Some additional notes from the EW report:
• Benioff and Weiss have been planning the final season as early as 2012. In their original vision, Game of Thrones would have ended with three theatrical releases told over the course of six hours — a shortened Lord of the Rings trilogy, with the added advantage of several seasons worth of character development. The final result is a similar one, albeit without a trip to the box office.
• The final season begins in Winterfell, fully baked with callbacks to the very first episode of the series. Unlike the pilot, House Baratheon's procession is replaced by House Targaryen, as Daenerys arrives in Winterfell for the first time. From there, character collisions aplenty, including folks who have "messy histories," and others who have never met before — including Sansa Stark (Sophie Turner), who is not an immediate fan of Daenerys, according to the report.

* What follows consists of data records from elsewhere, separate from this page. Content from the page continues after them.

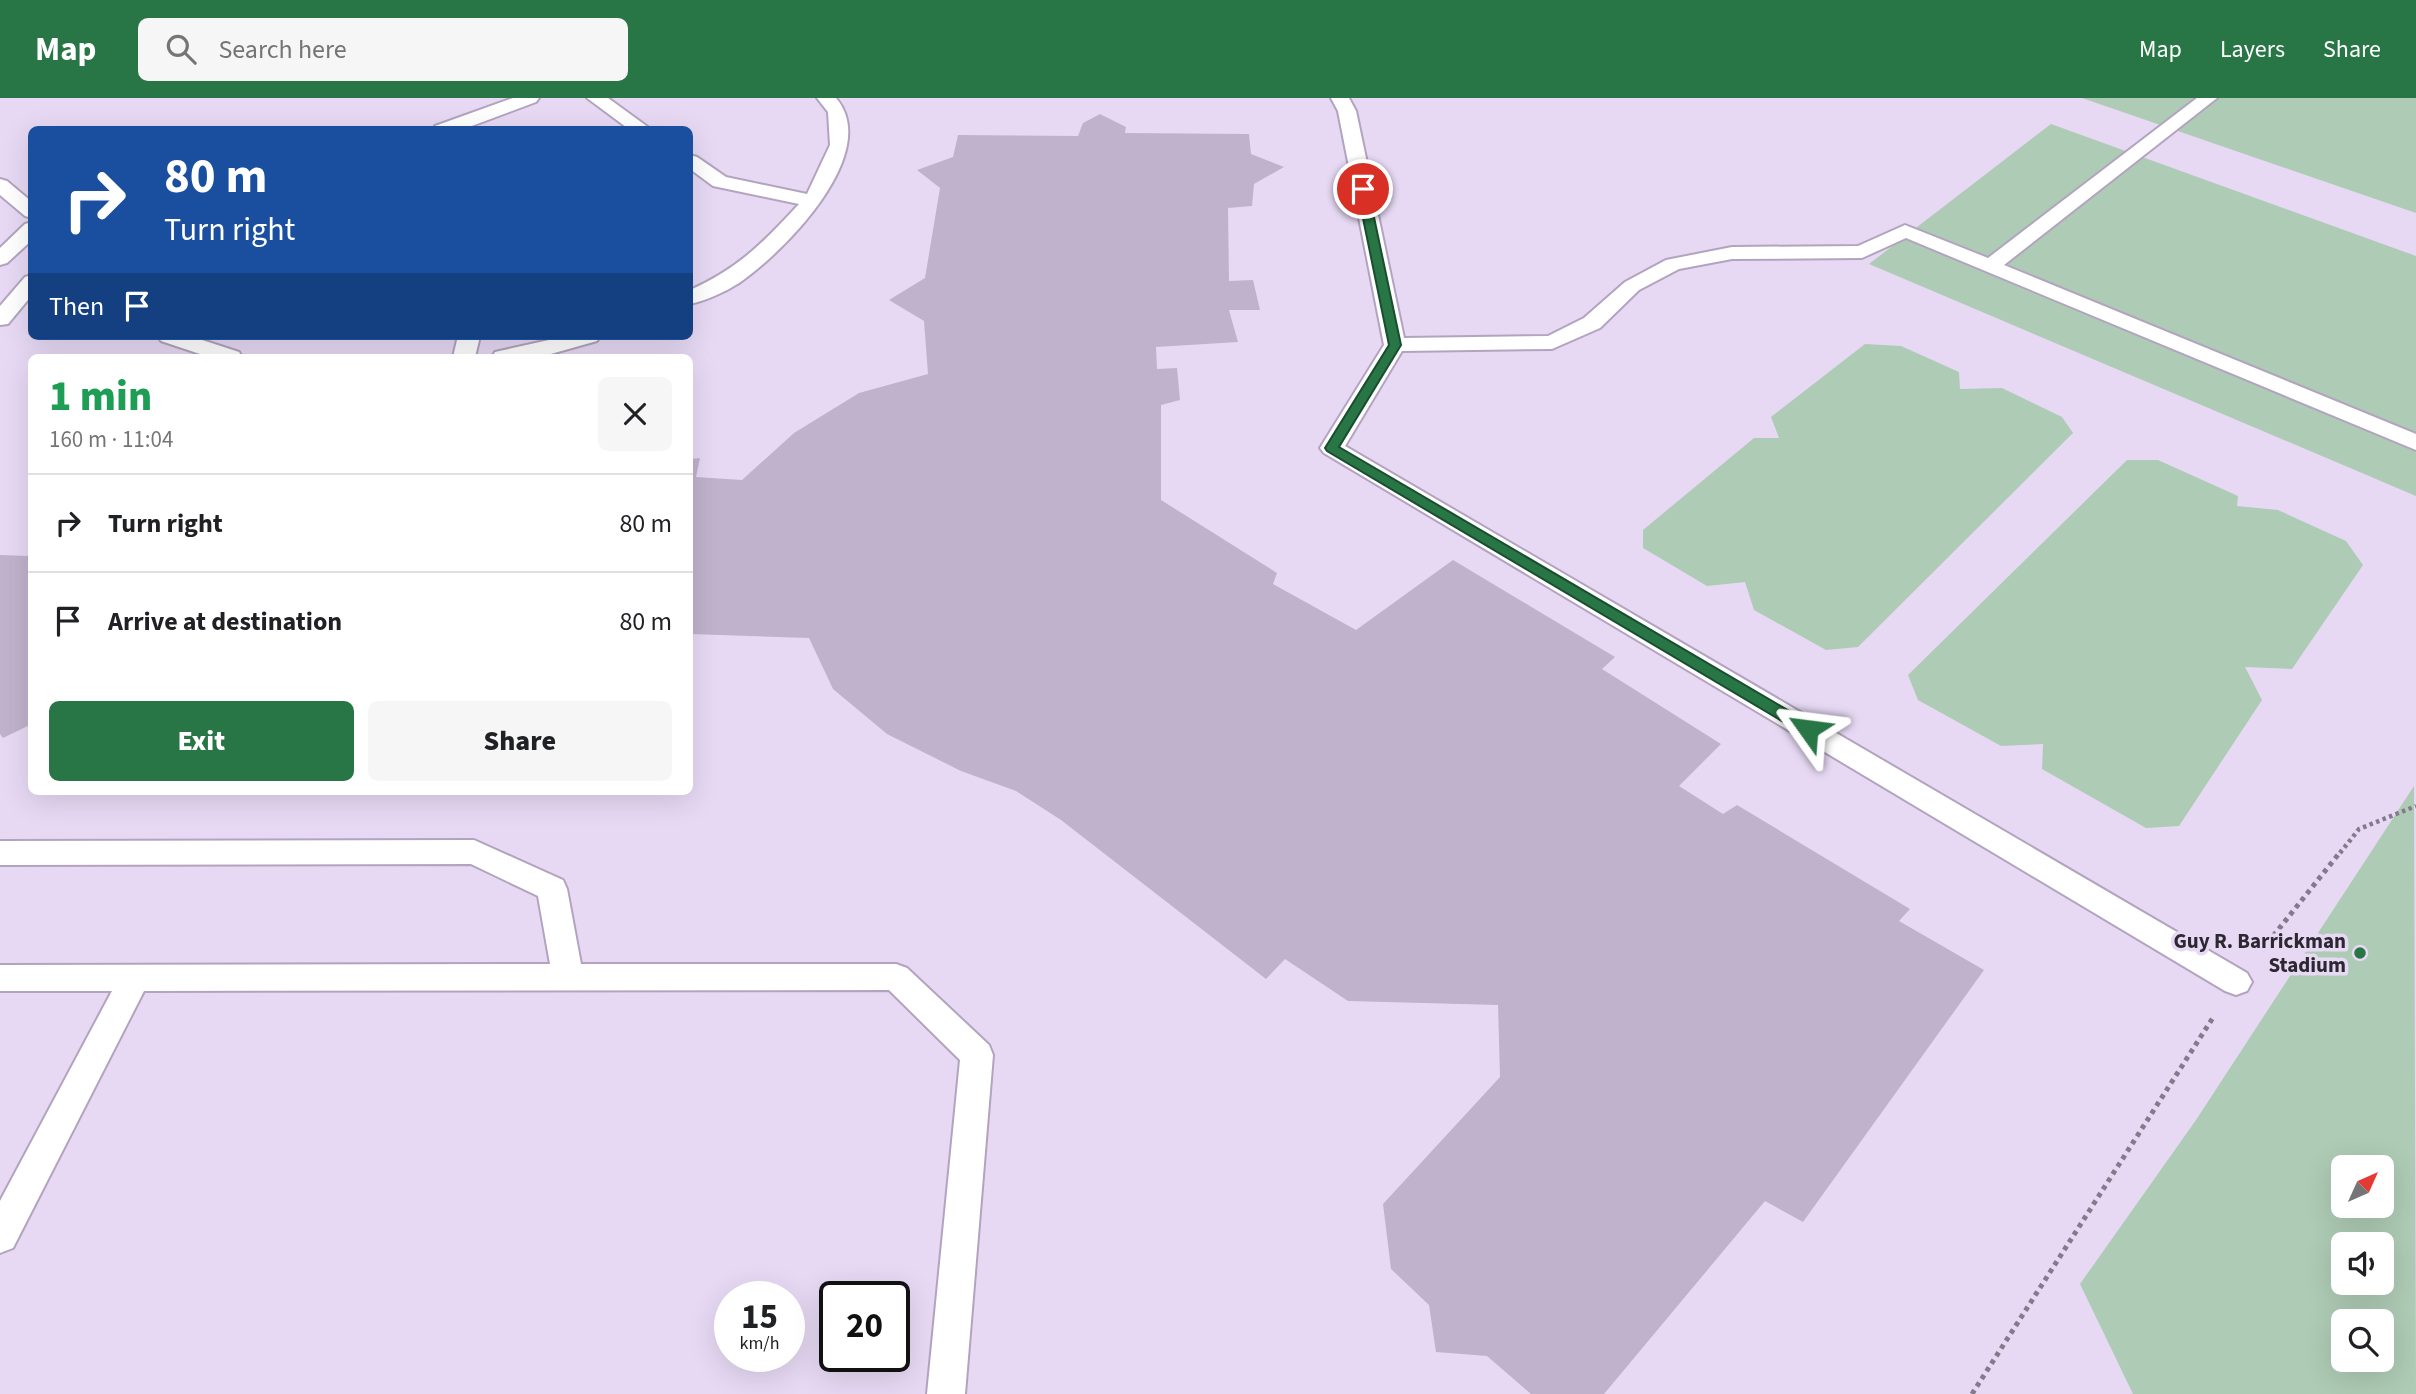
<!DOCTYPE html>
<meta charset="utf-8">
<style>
:root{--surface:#fff;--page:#f6f6f6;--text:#202124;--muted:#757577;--line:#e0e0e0;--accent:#287646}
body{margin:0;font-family:"Source Sans 3",sans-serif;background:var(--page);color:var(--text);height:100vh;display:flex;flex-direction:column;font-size:26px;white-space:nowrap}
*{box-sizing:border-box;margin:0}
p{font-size:23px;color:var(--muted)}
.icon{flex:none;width:38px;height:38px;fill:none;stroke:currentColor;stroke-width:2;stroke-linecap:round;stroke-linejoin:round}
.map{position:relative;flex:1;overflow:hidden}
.sheet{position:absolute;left:28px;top:256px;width:665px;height:441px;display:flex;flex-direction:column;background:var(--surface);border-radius:10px;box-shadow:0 7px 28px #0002}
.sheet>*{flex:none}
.guide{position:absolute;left:28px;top:28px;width:665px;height:214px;border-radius:10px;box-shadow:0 7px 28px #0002;background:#1a4fa0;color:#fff;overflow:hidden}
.needle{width:46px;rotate:45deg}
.tools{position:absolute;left:2331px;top:1057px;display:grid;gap:14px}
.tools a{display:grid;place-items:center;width:63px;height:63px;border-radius:10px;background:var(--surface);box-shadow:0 7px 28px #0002;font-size:35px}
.speed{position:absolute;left:714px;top:1183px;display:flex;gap:14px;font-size:35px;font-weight:700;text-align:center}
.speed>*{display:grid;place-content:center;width:91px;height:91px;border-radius:50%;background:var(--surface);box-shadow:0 7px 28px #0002;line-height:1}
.speed small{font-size:18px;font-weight:400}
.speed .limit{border:4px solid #111;border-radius:10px;background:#fff;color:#111}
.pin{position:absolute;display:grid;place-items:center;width:60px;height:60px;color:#fff;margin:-30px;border:4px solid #fff;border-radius:50%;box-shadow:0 2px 7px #0007}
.me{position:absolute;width:77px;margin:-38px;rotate:301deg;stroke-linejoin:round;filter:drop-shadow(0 0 5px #0008)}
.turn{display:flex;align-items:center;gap:24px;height:147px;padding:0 21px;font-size:32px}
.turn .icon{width:91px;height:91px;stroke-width:2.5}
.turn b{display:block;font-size:49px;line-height:60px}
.then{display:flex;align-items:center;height:66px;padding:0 21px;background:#0003;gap:14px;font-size:26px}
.round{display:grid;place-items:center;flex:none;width:74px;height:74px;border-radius:10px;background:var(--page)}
.headline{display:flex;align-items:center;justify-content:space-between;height:119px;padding:0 21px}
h1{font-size:42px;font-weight:800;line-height:52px;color:#1e9e55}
.primary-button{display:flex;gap:14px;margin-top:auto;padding:14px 21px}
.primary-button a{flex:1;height:80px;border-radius:10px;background:var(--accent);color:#fff;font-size:28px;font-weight:800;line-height:80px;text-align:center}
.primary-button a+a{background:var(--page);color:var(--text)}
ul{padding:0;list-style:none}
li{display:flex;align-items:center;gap:21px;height:98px;padding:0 21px;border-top:2px solid var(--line)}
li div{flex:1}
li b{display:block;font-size:26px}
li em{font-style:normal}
header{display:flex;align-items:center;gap:42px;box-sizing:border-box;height:98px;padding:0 35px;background:var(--accent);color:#fff}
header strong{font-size:33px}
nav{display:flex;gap:38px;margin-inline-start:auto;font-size:24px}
.search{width:490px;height:63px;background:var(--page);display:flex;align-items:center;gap:18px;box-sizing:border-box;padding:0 24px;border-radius:10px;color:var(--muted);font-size:26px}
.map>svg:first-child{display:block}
</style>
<header>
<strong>Map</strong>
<div class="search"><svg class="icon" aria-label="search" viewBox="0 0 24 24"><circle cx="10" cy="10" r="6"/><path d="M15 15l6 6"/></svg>Search here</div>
<nav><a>Map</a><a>Layers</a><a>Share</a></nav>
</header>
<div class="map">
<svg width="2416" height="1296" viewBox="0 0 2416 1296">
<rect width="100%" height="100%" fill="#e7d9f4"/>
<!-- green -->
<g fill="#aecbb5" fill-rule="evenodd">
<path d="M 2082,0 L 2416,0 L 2416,115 Z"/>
<path d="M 2051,26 L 2416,158 L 2416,398 L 1869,166 Z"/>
<path d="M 1865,246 L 1901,248 L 1959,274 L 1960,291 L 2002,290 L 2062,319 L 2073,335 L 1858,549 L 1826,552 L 1754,512 L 1745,484 L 1707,488 L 1643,450 L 1643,432 L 1754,340 L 1779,340 L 1771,319 Z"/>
<path d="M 2127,362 L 2158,362 L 2238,398 L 2237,408 L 2278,412 L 2346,443 L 2363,467 L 2292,571 L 2245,569 L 2262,602 L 2179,728 L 2146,730 L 2042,671 L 2043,646 L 2001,648 L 1918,602 L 1908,577 Z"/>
<path d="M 2414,688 L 2416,1296 L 2133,1296 L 2080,1186 L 2196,1022 ZM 2382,1069 L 2382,1108 L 2343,1108 L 2343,1069 ZM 2382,1146 L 2382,1185 L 2343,1185 L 2343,1146 ZM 2382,1223 L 2382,1262 L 2343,1262 L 2343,1223 Z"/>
</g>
<!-- building -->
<g fill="#c0b2cc">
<path d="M 1100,16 L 1126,29 L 1125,35 L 1249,36 L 1251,56 L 1284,69 L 1254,86 L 1252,108 L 1228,110 L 1229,183 L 1253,182 L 1260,212 L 1229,212 L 1238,244 L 1156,249 L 1157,271 L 1177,270 L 1180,302 L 1161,307 L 1161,402 L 1277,475 L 1273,486 L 1356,532 L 1453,462 L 1615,559 L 1602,571 L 1721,646 L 1679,688 L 1723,716 L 1737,707 L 1910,811 L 1899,823 L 1984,872 L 1803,1124 L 1765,1103 L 1604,1296 L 1531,1296 L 1487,1258 L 1436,1254 L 1429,1207 L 1391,1171 L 1383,1106 L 1500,979 L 1498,907 L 1348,903 L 1285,861 L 1266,881 L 1061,722 L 1016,693 L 961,673 L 887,636 L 833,591 L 809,540 L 690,536 L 690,361 L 700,360 L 696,379 L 742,382 L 794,335 L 859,295 L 928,276 L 924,223 L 889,202 L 925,180 L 940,90 L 917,72 L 953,59 L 958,37 L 1078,38 L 1083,25 Z"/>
<path d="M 32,451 L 32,626 L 3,640 L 0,636 L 0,457 L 27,458 Z"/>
</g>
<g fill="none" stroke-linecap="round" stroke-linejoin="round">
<defs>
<g id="lane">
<path d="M 513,0 L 539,0 L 536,4 L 461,32 L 433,32 L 435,28 Z"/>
<path d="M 587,0 L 608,0 L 652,32 L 630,32 Z"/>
<path d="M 817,0 L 836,0 C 883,55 783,155 739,185 C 725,194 705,203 690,206 L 690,192 C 739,170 763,145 799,106 L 713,88 L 690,71 L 690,57 L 697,59 L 726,79 L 807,96 L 830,47 L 828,14 Z"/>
<path d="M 1331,0 L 1349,0 L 1356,13 L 1404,240 L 1548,238 L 1584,220 L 1625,184 L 1666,162 L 1732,149 L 1858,148 L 1905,127 L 1988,160 L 2197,0 L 2217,0 L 2004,167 L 2416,336 L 2416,352 L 1906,140 L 1862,160 L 1732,161 L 1679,171 L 1639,192 L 1600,230 L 1552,251 L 1402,253 L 1345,348 L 2247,875 L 2252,884 L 2247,893 L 2236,897 L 2225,893 L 1324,355 L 1320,350 L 1384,247 L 1338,13 Z"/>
<path d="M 0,81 L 7,83 L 32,104 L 32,120 L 25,118 L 0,97 Z"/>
<path d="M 32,124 L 32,142 L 7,165 L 0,167 L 0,150 L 25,126 Z"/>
<path d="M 32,177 L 32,197 L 8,226 L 0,227 L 0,208 L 25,179 Z"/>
<path d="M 158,238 L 190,238 L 239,254 L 242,259 L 209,259 L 161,243 Z"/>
<path d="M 458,238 L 480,238 L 475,259 L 453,259 Z"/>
<path d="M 567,238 L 600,238 L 597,243 L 540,259 L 492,259 L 495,254 Z"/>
<path d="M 474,742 L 563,782 L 567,791 L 581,866 L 896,866 L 907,870 L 989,947 L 993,957 L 965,1296 L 927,1296 L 960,962 L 889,892 L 144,893 L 13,1150 L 0,1155 L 0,1103 L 112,893 L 0,893 L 0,867 L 550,866 L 538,798 L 471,766 L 0,767 L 0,743 Z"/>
</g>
</defs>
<!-- lane casing -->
<use href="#lane" stroke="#b2a4be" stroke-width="4"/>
<!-- path-far1 -->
<path stroke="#837a8c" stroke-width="4.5" stroke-dasharray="3.5 3.5" stroke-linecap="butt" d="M 2340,755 L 2359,731 L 2416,708"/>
<!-- path -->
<g stroke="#837a8c" stroke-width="5" stroke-dasharray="4.5 4.5" stroke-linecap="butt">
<path d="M 2262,852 L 2341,753"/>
<path d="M 1972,1296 L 2214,918"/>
</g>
<!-- lane -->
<use href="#lane" fill="#fff" fill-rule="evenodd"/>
</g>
<!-- route -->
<path fill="#287646" stroke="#1a4d2e" stroke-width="2" d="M 1363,88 L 1368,91 L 1401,247 L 1339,349 L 1813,627 L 1816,631 L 1813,635 L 1802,635 L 1327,353 L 1325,350 L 1389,247 L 1357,91 Z"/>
<!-- markers -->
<circle fill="#287646" stroke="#e7d9f4" stroke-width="2.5" cx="2360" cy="855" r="7"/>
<g text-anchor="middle" stroke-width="7" stroke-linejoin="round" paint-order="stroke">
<!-- poi labels -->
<g font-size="21" font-weight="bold" fill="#2c2731" stroke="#e7d9f4" text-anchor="end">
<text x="2346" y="850">Guy R. Barrickman<tspan x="2346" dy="24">Stadium</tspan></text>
</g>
</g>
</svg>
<div class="tools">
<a><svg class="needle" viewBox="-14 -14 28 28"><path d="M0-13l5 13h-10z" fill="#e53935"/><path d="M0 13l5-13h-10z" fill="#757577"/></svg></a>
<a><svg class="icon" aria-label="sound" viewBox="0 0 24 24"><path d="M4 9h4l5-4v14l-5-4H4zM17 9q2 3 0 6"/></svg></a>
<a><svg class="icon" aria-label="search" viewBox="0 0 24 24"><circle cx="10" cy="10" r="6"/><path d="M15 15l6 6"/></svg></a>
</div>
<div class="speed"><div>15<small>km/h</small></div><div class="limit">20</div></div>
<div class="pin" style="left:1363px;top:91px;background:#d93025"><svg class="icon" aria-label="arrive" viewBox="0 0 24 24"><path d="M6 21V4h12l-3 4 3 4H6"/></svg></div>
<svg class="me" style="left:1808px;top:631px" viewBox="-20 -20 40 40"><path d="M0-17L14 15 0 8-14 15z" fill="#287646" stroke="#fff" stroke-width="4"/></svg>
<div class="guide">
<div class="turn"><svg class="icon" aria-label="right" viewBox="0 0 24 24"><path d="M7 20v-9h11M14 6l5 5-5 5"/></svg><div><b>80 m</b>Turn right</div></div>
<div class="then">Then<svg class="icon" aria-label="arrive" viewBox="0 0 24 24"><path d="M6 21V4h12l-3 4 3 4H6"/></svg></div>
</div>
<section class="sheet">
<div class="headline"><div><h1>1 min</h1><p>160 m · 11:04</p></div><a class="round"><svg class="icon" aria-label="close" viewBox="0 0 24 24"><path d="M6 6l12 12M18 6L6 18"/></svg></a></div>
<ul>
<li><svg class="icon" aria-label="right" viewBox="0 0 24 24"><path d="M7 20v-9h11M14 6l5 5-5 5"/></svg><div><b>Turn right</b></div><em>80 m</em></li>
<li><svg class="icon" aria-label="arrive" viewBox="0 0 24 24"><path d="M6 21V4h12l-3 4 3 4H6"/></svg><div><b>Arrive at destination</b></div><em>80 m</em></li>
</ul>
<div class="primary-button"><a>Exit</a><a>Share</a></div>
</section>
</div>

• Veteran Thrones director Miguel Sapochnik crafted an episode that's wall-to-wall action. It's a "brutal" episode, according to Dinklage, who adds: "It makes the Battle of the Bastards look like a theme park." Previous reports that the episode was filmed across 55 night shoots are apparently not accurate, as that figure only referred to exterior scenes. The action then moved into the studio, where filming continued for weeks. Benioff describes the battle sequence as something that was teased in the very first scene of the series: "We've been building toward this since the very beginning, it's the living against the dead, and you can't do that in a 12-minute sequence." The battle takes place at Winterfell, with the House Stark set expanded for the final season. Based on the description of "snow and blood" found throughout the Winterfell set, it doesn't sound like everyone's favorite castmembers will walk away alive.
• Final takeaway: Anyone who wants to find out how Game of Thrones ends should look no further than Gendry actor Joe Dempsie, especially if copious amounts of booze are easily within reach. As the actor himself explains: "There are moments where you don't trust yourself to have this in your brain … You're in possession of something millions of people want to know. It's such a bizarre feeling. And between now and when it comes out, I’m gonna be drunk at some point."